A independência chega, finalmente, em 1866 e, já em 1923, o principado assina um acordo aduaneiro com a Suíça (um outro, com a Áustria, foi dissolvido em 1919, provavelmente com receio de sanções económicas no rescaldo da I Guerra Mundial), cuja moeda, o franco suíço, circula oficialmente desde então no Liechtenstein, para muitos uma extensão do vizinho mas que, na verdade, se rege por uma política externa distinta – é membro da ONU desde 1990 e integra, sem a companhia da Suíça, a Área Económica Europeia desde 1995.
Embora donos das terras, os monarcas sempre preferiram o conforto dos palácios vienenses à monotonia do Principado. Com efeito, até à chegada de Franz Josef II ao poder, em 1938 (foi príncipe soberano até à sua morte, em 1989), nenhum dos seus antecessores mostrou qualquer interesse em viver nestas terras. Franz Josef II foi o primeiro monarca a viver no Liechtenstein, juntamente com Gina, a mulher que esteve sempre do seu lado nas decisões que motivaram significativas mudanças na história e no crescimento económico do país: de uma pobre nação, vivendo na sua ruralidade, transformou-se subitamente num rico estado bancário. 
Neutral durante as duas guerras mundiais, o Liechtenstein também aboliu o exército em 1868 e mesmo o efectivo policial é reduzido (80 oficiais e 40 civis) e está mais focado no crime económico, dada a popularidade do país como paraíso fiscal, uma realidade que conheceu uma outra face quando, já em 2000, foram banidos os clientes com contas anónimas nos bancos do Principado.
Maior produtor mundial de dentaduras postiças e com um dos mais altos PIB per capita do mundo, o Liechtenstein é liderado por uma monarquia que não está dependente financeiramente dos contribuintes. A dívida externa foi liquidada com património da família real, o maior banco é propriedade do príncipe e a carga fiscal é baixa, estimulando a presença de 75 mil empresas (o dobro do número de habitantes) no país.
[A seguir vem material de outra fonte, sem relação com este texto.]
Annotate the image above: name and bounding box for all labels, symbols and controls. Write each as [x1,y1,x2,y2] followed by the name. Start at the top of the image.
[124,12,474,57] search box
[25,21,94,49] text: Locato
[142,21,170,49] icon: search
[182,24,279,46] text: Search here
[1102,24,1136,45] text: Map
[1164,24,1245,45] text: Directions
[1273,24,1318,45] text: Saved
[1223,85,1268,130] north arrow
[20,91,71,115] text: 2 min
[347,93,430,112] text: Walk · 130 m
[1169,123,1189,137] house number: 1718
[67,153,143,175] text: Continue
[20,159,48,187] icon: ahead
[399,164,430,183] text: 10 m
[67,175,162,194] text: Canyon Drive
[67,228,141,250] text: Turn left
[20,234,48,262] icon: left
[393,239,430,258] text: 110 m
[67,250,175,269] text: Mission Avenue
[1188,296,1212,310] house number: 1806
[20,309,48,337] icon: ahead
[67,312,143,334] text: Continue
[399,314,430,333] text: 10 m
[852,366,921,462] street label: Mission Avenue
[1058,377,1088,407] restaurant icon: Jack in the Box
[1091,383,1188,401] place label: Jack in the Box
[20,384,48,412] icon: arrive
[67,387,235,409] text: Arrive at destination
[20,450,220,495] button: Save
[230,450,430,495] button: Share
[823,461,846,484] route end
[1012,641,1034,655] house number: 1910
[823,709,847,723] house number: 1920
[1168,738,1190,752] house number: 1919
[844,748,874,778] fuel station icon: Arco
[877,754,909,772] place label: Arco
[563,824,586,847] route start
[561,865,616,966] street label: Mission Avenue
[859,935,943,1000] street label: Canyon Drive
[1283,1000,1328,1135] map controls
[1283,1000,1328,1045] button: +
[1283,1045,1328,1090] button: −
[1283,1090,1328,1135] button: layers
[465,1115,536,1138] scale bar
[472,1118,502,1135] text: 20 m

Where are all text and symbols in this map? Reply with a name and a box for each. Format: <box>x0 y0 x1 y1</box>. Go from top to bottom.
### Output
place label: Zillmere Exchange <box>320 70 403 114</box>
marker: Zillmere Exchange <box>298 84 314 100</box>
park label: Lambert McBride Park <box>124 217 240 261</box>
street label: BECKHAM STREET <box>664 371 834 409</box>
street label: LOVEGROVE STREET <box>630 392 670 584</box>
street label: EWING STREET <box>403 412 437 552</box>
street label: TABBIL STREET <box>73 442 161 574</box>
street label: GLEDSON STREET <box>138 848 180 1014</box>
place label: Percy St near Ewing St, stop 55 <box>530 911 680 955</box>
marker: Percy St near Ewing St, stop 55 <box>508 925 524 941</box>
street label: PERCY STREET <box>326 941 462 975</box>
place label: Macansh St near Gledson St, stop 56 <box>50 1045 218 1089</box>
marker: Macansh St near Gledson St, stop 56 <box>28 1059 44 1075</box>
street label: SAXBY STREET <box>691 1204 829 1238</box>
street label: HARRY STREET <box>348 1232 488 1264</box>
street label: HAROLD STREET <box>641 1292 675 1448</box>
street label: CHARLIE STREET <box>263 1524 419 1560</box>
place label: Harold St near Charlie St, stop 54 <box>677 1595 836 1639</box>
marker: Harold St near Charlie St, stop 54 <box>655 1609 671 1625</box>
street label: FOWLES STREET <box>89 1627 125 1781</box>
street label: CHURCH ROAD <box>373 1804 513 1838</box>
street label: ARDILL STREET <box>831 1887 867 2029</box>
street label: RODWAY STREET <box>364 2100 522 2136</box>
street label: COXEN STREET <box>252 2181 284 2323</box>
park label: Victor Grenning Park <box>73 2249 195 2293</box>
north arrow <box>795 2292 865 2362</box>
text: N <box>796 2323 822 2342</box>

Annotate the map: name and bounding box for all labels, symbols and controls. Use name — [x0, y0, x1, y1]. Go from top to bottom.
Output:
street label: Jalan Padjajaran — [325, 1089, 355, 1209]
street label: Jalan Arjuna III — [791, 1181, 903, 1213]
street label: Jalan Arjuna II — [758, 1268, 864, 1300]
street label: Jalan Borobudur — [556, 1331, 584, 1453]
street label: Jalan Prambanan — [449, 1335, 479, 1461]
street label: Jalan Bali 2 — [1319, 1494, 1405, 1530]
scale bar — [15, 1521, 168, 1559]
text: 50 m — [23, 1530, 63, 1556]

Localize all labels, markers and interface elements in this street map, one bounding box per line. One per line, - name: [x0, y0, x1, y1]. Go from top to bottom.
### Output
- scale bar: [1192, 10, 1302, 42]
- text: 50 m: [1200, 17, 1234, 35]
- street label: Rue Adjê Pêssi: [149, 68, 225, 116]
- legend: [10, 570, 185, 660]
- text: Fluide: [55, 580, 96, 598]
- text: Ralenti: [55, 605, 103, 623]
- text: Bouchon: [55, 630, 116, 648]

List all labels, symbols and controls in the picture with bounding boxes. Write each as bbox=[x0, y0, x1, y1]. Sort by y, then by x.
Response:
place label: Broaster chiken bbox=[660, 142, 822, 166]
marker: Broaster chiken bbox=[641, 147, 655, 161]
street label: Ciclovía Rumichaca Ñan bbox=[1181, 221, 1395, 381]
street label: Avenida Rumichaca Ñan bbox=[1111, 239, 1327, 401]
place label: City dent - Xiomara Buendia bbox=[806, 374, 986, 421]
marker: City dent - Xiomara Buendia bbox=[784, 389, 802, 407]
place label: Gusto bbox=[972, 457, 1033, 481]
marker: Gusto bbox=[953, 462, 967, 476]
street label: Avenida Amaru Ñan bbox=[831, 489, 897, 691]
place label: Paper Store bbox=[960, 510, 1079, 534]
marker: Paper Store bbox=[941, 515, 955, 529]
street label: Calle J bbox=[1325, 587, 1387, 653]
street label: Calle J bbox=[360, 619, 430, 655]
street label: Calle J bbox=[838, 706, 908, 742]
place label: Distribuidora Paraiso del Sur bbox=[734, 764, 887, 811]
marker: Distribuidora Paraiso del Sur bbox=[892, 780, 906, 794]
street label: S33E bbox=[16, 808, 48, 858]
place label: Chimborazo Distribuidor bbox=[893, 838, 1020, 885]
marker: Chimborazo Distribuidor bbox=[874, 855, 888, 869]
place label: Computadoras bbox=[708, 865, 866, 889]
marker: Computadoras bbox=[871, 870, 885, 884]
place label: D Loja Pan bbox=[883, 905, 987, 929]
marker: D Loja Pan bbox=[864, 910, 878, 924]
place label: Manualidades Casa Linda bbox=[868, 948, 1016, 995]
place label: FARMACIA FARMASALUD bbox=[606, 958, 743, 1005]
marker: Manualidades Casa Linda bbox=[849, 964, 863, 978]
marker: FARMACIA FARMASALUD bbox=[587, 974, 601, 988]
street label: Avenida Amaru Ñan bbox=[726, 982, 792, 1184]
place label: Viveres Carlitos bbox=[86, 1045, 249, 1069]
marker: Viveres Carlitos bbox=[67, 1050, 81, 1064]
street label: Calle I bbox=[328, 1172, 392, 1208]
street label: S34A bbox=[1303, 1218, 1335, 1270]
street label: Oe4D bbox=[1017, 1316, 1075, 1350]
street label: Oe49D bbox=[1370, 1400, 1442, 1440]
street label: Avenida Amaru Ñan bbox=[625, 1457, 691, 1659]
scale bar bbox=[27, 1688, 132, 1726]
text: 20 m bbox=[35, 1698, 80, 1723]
As festas de celebração prosseguem ao longo do ano, com exposições e outros eventos culturais, e o dia 15 de Agosto será mais especial do que nunca – todos estão convidados para beber um copo no castelo de Vaduz ao lado da família real para um brinde a uma história de 300 anos. Mal a noite se imponha, o fogo-de-artifício tratará de colorir os céus da pequena capital. E todos continuam as suas vidas, aparentemente felizes.